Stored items
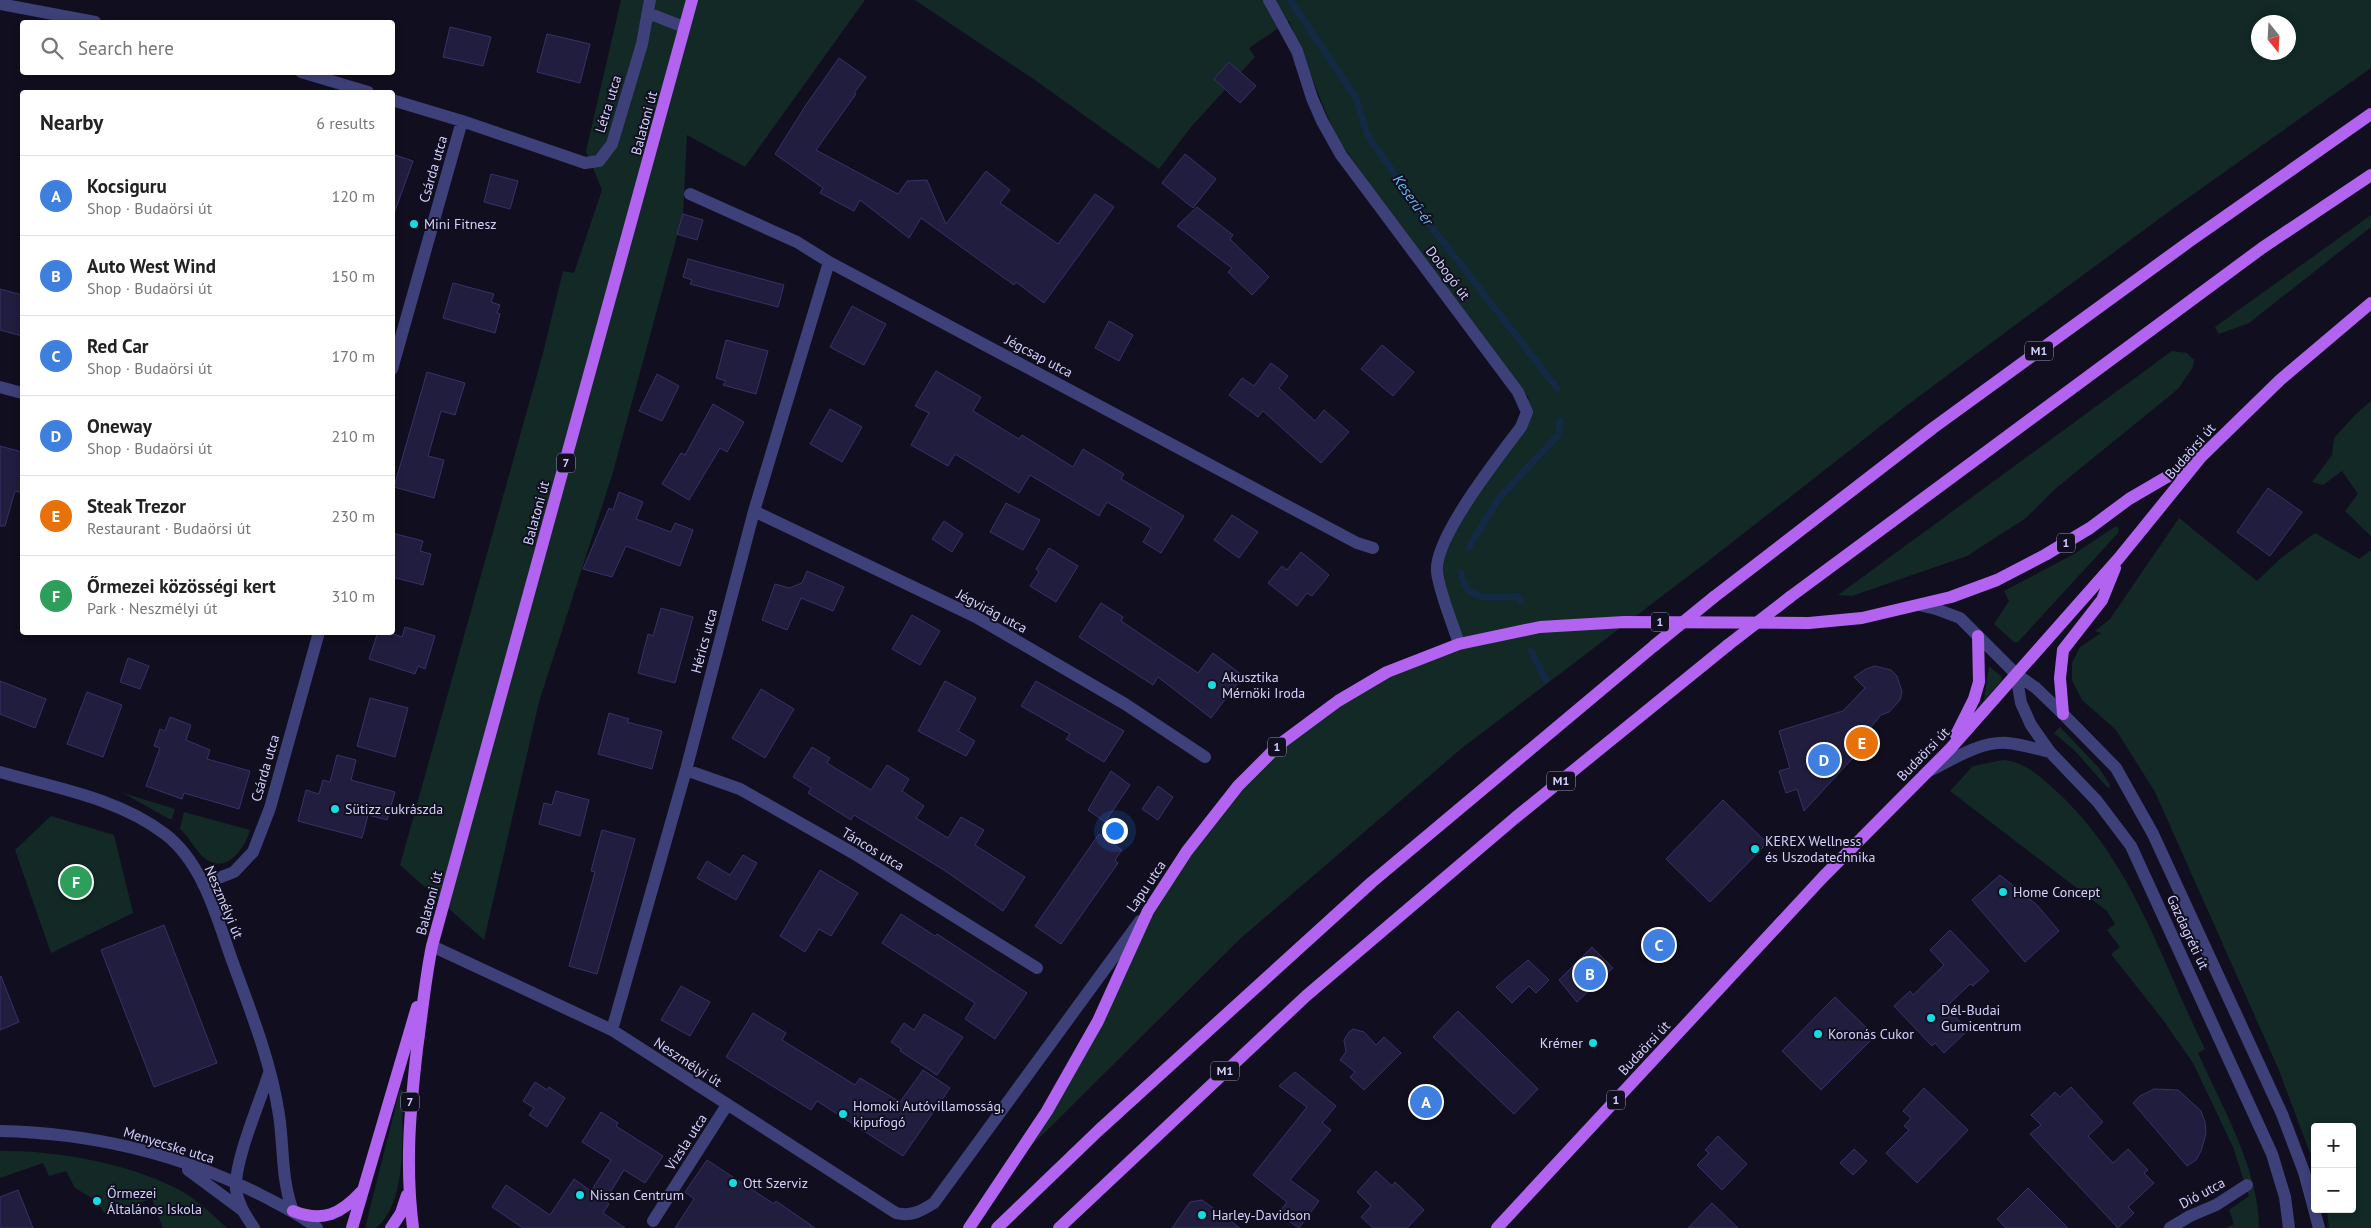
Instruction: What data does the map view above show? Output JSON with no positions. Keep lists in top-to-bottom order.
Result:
{
  "streets": {
    "main road": [
      "Balatoni út",
      "M1",
      "Budaörsi út",
      "7",
      "1",
      "Lapu utca"
    ],
    "street": [
      "Létra utca",
      "Csárda utca",
      "Dobogó út",
      "Jégcsap utca",
      "Jégvirág utca",
      "Hérics utca",
      "Táncos utca",
      "Neszmélyi út",
      "Gazdagréti út",
      "Vizsla utca",
      "Menyecske utca",
      "Dió utca"
    ]
  },
  "crossings": [
    ["Létra utca", "Csárda utca"],
    ["Balatoni út", "7"],
    ["Balatoni út", "Neszmélyi út"],
    ["Csárda utca", "Neszmélyi út"],
    ["Dobogó út", "1"],
    ["Dobogó út", "Lapu utca"],
    ["Jégcsap utca", "Hérics utca"],
    ["Budaörsi út", "1"],
    ["Budaörsi út", "Gazdagréti út"],
    ["1", "Lapu utca"],
    ["1", "Gazdagréti út"],
    ["Jégvirág utca", "Hérics utca"],
    ["Hérics utca", "Táncos utca"],
    ["Hérics utca", "Neszmélyi út"],
    ["Lapu utca", "Neszmélyi út"],
    ["Neszmélyi út", "Vizsla utca"],
    ["Neszmélyi út", "Menyecske utca"]
  ],
  "water": ["Keserű-ér"],
  "places": [
    "Mini Fitnesz",
    "Akusztika Mérnöki Iroda",
    "Sütizz cukrászda",
    "KEREX Wellness és Uszodatechnika",
    "Home Concept",
    "Dél-Budai Gumicentrum",
    "Koronás Cukor",
    "Krémer",
    "Homoki Autóvillamosság, kipufogó",
    "Ott Szerviz",
    "Nissan Centrum",
    "Őrmezei Általános Iskola",
    "Harley-Davidson"
  ],
  "north": "bottom",
  "page": {
    "search": "Search here",
    "heading": ["Nearby", "6 results"],
    "list": [
      {
        "mark": "A",
        "name": "Kocsiguru",
        "note": "Shop · Budaörsi út",
        "value": "120 m"
      },
      {
        "mark": "B",
        "name": "Auto West Wind",
        "note": "Shop · Budaörsi út",
        "value": "150 m"
      },
      {
        "mark": "C",
        "name": "Red Car",
        "note": "Shop · Budaörsi út",
        "value": "170 m"
      },
      {
        "mark": "D",
        "name": "Oneway",
        "note": "Shop · Budaörsi út",
        "value": "210 m"
      },
      {
        "mark": "E",
        "name": "Steak Trezor",
        "note": "Restaurant · Budaörsi út",
        "value": "230 m"
      },
      {
        "mark": "F",
        "name": "Őrmezei közösségi kert",
        "note": "Park · Neszmélyi út",
        "value": "310 m"
      }
    ],
    "pins": [
      "E",
      "D",
      "F",
      "C",
      "B",
      "A"
    ],
    "map_buttons": ["+", "−"]
  }
}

§ Problem to solve:
The output should consist of the records above, reproduced exactly, without pictures.

§ Answer for this exercise:
Instruction: What data does the map view above show? Output JSON with no positions. Keep lists in top-to-bottom order.
Result:
{
  "streets": {
    "main road": [
      "Balatoni út",
      "M1",
      "Budaörsi út",
      "7",
      "1",
      "Lapu utca"
    ],
    "street": [
      "Létra utca",
      "Csárda utca",
      "Dobogó út",
      "Jégcsap utca",
      "Jégvirág utca",
      "Hérics utca",
      "Táncos utca",
      "Neszmélyi út",
      "Gazdagréti út",
      "Vizsla utca",
      "Menyecske utca",
      "Dió utca"
    ]
  },
  "crossings": [
    ["Létra utca", "Csárda utca"],
    ["Balatoni út", "7"],
    ["Balatoni út", "Neszmélyi út"],
    ["Csárda utca", "Neszmélyi út"],
    ["Dobogó út", "1"],
    ["Dobogó út", "Lapu utca"],
    ["Jégcsap utca", "Hérics utca"],
    ["Budaörsi út", "1"],
    ["Budaörsi út", "Gazdagréti út"],
    ["1", "Lapu utca"],
    ["1", "Gazdagréti út"],
    ["Jégvirág utca", "Hérics utca"],
    ["Hérics utca", "Táncos utca"],
    ["Hérics utca", "Neszmélyi út"],
    ["Lapu utca", "Neszmélyi út"],
    ["Neszmélyi út", "Vizsla utca"],
    ["Neszmélyi út", "Menyecske utca"]
  ],
  "water": ["Keserű-ér"],
  "places": [
    "Mini Fitnesz",
    "Akusztika Mérnöki Iroda",
    "Sütizz cukrászda",
    "KEREX Wellness és Uszodatechnika",
    "Home Concept",
    "Dél-Budai Gumicentrum",
    "Koronás Cukor",
    "Krémer",
    "Homoki Autóvillamosság, kipufogó",
    "Ott Szerviz",
    "Nissan Centrum",
    "Őrmezei Általános Iskola",
    "Harley-Davidson"
  ],
  "north": "bottom",
  "page": {
    "search": "Search here",
    "heading": ["Nearby", "6 results"],
    "list": [
      {
        "mark": "A",
        "name": "Kocsiguru",
        "note": "Shop · Budaörsi út",
        "value": "120 m"
      },
      {
        "mark": "B",
        "name": "Auto West Wind",
        "note": "Shop · Budaörsi út",
        "value": "150 m"
      },
      {
        "mark": "C",
        "name": "Red Car",
        "note": "Shop · Budaörsi út",
        "value": "170 m"
      },
      {
        "mark": "D",
        "name": "Oneway",
        "note": "Shop · Budaörsi út",
        "value": "210 m"
      },
      {
        "mark": "E",
        "name": "Steak Trezor",
        "note": "Restaurant · Budaörsi út",
        "value": "230 m"
      },
      {
        "mark": "F",
        "name": "Őrmezei közösségi kert",
        "note": "Park · Neszmélyi út",
        "value": "310 m"
      }
    ],
    "pins": [
      "E",
      "D",
      "F",
      "C",
      "B",
      "A"
    ],
    "map_buttons": ["+", "−"]
  }
}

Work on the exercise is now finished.